A Reply To Brother Oler

J. N. Beard, Kilgore, Texas

In an article appearing in Boles Home News of August 10, Bro. Gayle Oler has, I believe, misrepresented many of my brethren and makes some charges and accusations against churches throughout the brotherhood which cannot be substantiated. Bro. Oler personally is acquainted with the elders and many of the members at the Houston and Broadway church in Kilgore, and I don't believe he could rightly accuse us of letting our "labor of love falter" and "our religion eventuate itself in doubts, fears and inactivity".

Although our program of work could not be called great by some standards, we are engaged in both benevolent and evangelistic work outside our own environs to the amount of something like $450 per month. We are helping churches which are unable to do their own work, and so far not a single dollar has been turned over to another eldership to do work which is not peculiarly their own. We believe this is co-operation New Testament style. I wonder if Brother Oler does! If not, he is obligated to give us an example of churches doing it some other way. If he does believe it is right, then he owes us, along with all other churches engaged in such work, an apology. Much has been said on both sides of the issue which should never have been said and what Brother Oler has written will only serve to further becloud the issue and discourage some from any further study of it. It will be a sad day indeed when elders and preachers no longer question what is being practiced in the church, and just embrace any arrangement or method that brings about the desired results. His reference to those who are letting men die in sin while they make up their mind as to how to do the work is exactly the same argument made to support the Missionary Societies. Would he say that Brother David Lipscomb and others erred in fighting the Societies? Were they guilty of letting men die in sin while they "fiddled"?
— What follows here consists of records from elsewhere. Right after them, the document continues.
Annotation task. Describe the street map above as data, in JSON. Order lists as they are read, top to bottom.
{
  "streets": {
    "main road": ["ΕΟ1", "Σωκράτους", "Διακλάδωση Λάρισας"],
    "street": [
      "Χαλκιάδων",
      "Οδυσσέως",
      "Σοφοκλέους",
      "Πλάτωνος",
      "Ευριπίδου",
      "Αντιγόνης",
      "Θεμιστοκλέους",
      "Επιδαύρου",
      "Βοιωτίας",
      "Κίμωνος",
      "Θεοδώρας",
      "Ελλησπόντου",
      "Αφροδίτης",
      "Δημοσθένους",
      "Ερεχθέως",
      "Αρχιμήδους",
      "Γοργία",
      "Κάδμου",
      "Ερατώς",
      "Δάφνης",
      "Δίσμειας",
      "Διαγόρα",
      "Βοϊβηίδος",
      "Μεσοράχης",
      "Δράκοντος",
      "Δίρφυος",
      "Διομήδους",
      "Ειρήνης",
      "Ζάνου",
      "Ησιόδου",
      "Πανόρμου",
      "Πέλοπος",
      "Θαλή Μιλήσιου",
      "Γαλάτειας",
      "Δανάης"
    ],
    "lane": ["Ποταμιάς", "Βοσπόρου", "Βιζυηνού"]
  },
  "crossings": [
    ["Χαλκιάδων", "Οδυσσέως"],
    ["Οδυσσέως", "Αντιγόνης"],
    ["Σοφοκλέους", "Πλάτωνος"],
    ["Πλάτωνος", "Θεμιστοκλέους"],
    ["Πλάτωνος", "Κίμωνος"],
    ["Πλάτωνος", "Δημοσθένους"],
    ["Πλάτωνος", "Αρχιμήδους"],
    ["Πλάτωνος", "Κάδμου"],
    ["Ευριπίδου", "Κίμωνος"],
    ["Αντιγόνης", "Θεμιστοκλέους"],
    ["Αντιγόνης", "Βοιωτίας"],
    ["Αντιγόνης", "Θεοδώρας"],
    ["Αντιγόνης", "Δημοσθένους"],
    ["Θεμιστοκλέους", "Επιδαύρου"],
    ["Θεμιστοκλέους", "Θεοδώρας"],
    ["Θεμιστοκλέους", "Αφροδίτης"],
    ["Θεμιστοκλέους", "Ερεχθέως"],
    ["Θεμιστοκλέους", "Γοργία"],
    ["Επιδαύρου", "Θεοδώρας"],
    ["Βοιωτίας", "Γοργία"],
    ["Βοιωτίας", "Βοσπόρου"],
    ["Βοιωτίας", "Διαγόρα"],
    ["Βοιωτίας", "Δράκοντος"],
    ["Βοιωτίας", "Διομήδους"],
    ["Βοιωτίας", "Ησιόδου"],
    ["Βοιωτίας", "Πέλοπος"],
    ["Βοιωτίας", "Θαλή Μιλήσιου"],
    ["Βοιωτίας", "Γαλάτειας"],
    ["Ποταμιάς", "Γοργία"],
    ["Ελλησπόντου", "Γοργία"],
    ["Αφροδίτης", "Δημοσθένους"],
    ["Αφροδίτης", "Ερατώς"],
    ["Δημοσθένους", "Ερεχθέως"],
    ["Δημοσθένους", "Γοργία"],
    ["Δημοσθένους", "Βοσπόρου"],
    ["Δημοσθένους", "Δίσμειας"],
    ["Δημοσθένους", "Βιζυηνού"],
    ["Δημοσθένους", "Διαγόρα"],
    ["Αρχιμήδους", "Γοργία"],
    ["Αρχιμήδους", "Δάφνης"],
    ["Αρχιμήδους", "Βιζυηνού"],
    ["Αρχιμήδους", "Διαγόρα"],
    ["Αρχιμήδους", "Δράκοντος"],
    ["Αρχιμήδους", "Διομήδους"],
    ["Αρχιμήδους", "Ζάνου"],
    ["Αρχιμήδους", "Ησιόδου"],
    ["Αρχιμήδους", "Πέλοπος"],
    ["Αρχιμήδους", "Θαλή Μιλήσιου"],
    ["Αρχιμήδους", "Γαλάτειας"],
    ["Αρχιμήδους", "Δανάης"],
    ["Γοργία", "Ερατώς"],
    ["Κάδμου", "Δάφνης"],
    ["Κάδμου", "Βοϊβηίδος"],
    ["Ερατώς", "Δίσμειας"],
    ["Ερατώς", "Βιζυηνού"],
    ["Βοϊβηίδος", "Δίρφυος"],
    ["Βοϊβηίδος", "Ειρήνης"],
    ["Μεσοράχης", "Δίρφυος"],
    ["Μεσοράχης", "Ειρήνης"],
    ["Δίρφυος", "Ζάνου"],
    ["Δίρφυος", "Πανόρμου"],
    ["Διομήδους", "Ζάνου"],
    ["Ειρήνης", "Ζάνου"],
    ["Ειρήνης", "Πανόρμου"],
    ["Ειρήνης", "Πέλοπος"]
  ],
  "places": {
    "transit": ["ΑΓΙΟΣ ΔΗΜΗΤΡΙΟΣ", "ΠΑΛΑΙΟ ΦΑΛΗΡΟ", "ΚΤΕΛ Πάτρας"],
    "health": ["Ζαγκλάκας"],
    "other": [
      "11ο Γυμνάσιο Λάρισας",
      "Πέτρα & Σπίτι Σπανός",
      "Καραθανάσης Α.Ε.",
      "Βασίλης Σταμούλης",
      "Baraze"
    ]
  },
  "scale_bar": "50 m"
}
Now I realize that I'm not very smart. I'm not a preacher nor one of the "writin' brethren", just a mediocre elder in a mediocre church; and I freely confess I am unable to understand what Brother Oler means by his reference to Acts 11:30 and Phil 4:18. No gospel preacher or elder that I know contends that sending money directly to an eldership to help them do a work which is particularly their own is wrong. Nor do I know any who contends that sending directly to an evangelist is wrong (as in Phil 4:18), unless it is the Herald of Truth advocates. Does he know such men? The trouble is, some brethren want to put a CHURCH, an ELDERSHIP, between Antioch and those churches in Judea which were in need. They ASSUME that Paul and Barnabas took the money to Jerusalem or some other place, and they in turn were charged with ministering to all Judea. The same is true regarding the funds sent to Jerusalem by Paul and other messengers of the churches. They ASSUME that when the Jerusalem church received the "bounty" they set up a brotherhood children's home to care for all the homeless children in Judea. Still others think there must have been a home outside Jerusalem somewhere to which all the churches sent their money and their homeless children and aged saints. When they get to 2 Cor. 11:8, they do some more ASSUMING and say that what Paul robbed other churches of MUST have come through some other church.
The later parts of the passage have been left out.